Le récepteur Kappa aux opiacés est impliqué dans les mécanismes de perception de la douleur, la toxicomanie ou le sentiment de bien-être et la dépression. L'équipe d'Alain Milon à l'Institut de pharmacologie et de biologie structurale, en collaboration avec deux équipes américaines, a élucidé par RMN le mode de liaison de ce récepteur membranaire avec son ligand peptidique naturel, la dynorphine.
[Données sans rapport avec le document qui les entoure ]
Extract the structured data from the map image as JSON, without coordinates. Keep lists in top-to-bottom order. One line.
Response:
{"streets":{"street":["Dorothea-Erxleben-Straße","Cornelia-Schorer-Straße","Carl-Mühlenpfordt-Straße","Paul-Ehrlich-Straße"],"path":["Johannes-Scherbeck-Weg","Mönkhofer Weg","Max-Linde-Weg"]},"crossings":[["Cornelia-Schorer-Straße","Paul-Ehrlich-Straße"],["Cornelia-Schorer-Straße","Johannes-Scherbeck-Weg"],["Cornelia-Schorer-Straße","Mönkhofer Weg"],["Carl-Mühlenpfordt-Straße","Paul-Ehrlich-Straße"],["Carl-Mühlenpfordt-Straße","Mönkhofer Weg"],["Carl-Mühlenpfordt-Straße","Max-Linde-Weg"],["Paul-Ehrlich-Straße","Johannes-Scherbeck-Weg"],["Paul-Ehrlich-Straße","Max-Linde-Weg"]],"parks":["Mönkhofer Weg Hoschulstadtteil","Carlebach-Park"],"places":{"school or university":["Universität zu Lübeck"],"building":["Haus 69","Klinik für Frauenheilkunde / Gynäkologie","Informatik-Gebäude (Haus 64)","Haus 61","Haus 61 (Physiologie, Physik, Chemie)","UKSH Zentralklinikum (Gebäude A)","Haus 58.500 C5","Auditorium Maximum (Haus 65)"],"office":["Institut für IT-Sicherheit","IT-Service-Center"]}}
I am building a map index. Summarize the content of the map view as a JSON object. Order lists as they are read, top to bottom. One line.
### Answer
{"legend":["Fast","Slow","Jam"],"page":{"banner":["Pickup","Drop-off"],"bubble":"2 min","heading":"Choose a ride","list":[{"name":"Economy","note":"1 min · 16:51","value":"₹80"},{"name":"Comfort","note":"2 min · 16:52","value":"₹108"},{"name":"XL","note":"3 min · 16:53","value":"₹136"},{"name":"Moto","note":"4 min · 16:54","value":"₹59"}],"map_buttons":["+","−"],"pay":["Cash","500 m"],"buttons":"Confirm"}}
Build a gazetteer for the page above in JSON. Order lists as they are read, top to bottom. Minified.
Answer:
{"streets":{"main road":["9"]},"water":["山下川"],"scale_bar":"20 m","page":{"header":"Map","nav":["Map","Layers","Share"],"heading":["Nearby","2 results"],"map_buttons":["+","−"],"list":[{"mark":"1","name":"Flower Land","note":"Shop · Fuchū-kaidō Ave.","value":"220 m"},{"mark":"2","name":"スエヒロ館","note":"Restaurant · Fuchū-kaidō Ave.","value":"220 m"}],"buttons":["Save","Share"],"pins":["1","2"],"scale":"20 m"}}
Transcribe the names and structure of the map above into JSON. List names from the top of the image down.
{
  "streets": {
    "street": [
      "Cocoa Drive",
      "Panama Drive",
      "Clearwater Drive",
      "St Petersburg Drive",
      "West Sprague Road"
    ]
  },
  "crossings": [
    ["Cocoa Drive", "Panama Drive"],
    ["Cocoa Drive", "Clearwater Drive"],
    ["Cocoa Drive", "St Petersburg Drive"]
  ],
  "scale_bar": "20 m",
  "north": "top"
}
Ces travaux, publiés dans la revue Proceedings of the National Academy of Sciences, ouvrent la voie au développement de nouvelles drogues antidouleur ou anti-dépression.
Le récepteur Kappa aux opiacés (KOR) est impliqué dans des processus physiologiques et pathologiques importants, tels que la perception de la douleur, la toxicomanie ou le sentiment de bien-être et la dépression. Ce récepteur membranaire fait partie de la grande famille des récepteurs couplés aux protéines G (RCPG) qui est la cible d'environ 30% des médicaments et dont le mécanisme d'action a été depuis 30 ans un défi majeur de la biologie cellulaire et structurale. Ainsi les avancées récentes dans la compréhension des structures et des mécanismes d'activation des RCPG ont-ils valu à B. Kobilka et R. Lefkowitz le prix Nobel de Chimie en 2012. Malgré la résolution depuis 2007 d'une centaine de structures tridimensionnelles de RCPG, leurs interactions avec les neuropeptides endogènes demeurent largement méconnues.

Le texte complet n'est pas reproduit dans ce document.